In my opinion it is because novice traders treat their experience as a science, personally, I see it as an art! What does that mean? Well anyone can sit in their basement with “trading for dummies” and understand technical analysis from cover to cover, spotting patterns as they form and trusting completely the formulae that bring analysis to life.
But does Technical Analysis help you understand Brexit or 911, or the Japanese Tsunami? Can it help decipher the nuances FOMC meeting or the suchlike?
On the whole, training revolves around technical analysis. Why is that? The answer is twofold. First; it is easiest to teach. Working examples and appealing to a knowledge that participants already possess, teaching an application rather than a new skill. Second; the hardest part and the major differentiator of trading, cannot be taught, but no one taking your money is going to tell you that; Knowledge and experience.
No matter which way anyone looks at it, the market isn’t solely driven by technical factors anymore than it is by fundamental or economic factors.
I had an interesting conversation the other day with an online contact who maintained that EUR/GBP was going to top out and fall from the level it was trading at at that point.
I asked him how he could be so certain and he told me that “the elasticity had disappeared from his chart. Now, I do not profess to be an expert in technical analysis but I have a decent working knowledge, so I asked him what he meant.
He told me that put simply, there were no more buyers for the pair. I asked his view on the comparative strength of the two economies, the effect of Brexit and the day to day macroeconomic economic data being released. He told me that, as far as he was concerned, all that stuff was simply background noise and didn’t concern him.
Needless to say, or I wouldn’t have highlighted the conversation, the pair traded about another 150 pips higher as Brexit concerns drove the pound lower.
Don’t worry, I have seen a number of examples that work the other way. The moral of the story is that you will only be a successful trader if you treat every piece of data, every chart point and every trading methodology with the same respect and importance.
Training courses. Are they beneficial? How do you judge whether they will provide you with what you are looking for rather than what they want you to know.

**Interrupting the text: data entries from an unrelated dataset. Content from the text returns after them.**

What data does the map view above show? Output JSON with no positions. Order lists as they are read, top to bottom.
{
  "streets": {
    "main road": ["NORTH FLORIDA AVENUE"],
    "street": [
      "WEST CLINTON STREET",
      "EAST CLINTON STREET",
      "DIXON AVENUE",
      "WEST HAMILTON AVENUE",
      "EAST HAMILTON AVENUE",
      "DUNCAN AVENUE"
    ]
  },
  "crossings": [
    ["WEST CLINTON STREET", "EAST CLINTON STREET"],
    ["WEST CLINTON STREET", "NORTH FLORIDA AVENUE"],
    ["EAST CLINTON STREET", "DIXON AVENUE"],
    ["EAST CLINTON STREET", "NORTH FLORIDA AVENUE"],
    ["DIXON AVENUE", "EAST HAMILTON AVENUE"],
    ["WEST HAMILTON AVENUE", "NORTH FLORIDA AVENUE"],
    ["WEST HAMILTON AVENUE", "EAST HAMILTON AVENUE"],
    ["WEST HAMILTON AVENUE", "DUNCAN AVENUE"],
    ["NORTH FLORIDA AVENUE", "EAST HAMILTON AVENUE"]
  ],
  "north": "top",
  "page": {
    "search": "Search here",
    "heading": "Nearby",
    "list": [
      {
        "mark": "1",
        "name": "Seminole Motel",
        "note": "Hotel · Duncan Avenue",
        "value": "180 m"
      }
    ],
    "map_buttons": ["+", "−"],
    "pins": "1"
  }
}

The first pitfall of trading courses is value driven. Is it free? If not no matter how much valuable advice you receive, there is no question that; a) there is something you haven’t been told and b) you will get a very narrow view of the type of broker that is available since the event will no doubt have been sponsored. If it isn’t free there are even more questions; a) how do you decide value for money, b) is it a total ripoff, c) do statements a) and b) from the free seminar apply?
Unfortunately, it is extremely difficult to answer these questions. Testimonials hardly apply since they are open to interpretation and “massaging”. The pedigree of the speakers is of no help. Basically there is no sure way to understand the value of courses and or seminars without independent verification and that is virtually impossible to obtain. The only sensible advice is to get some basic knowledge by reading as much as possible about trading from as many sources as possible.
What should be expected from a broker? At least now we are entering into a regulated area so there is a minimum standard that can be expected. Therefore the first thing to do is make a list of every jurisdiction that regulates FX brokers. Trust me there are some far flung places where regulation is possible. That isn’t to cast aspersions of their market knowledge, experience, rules or oversight. They are as well regarded as the more conventional places.
Regulation is a far more complicated business than it used to be as the regulator is the one who “carries the can” for every scandal. What can and can’t be said what kind of bonuses are allowed and how pricing and orders are handled are just a few of the thorny issues.
I wouldn’t want to recommend a specific or even a particular type of broker since that is very much down to personal preference. I would say however always look at a decision calmly, try to understand why a broker did what he did in any dispute then make a decision. Although it may seem that the broker needs the trader more than the other way round, it is a very mutual relationship that can work well with respect on both sides.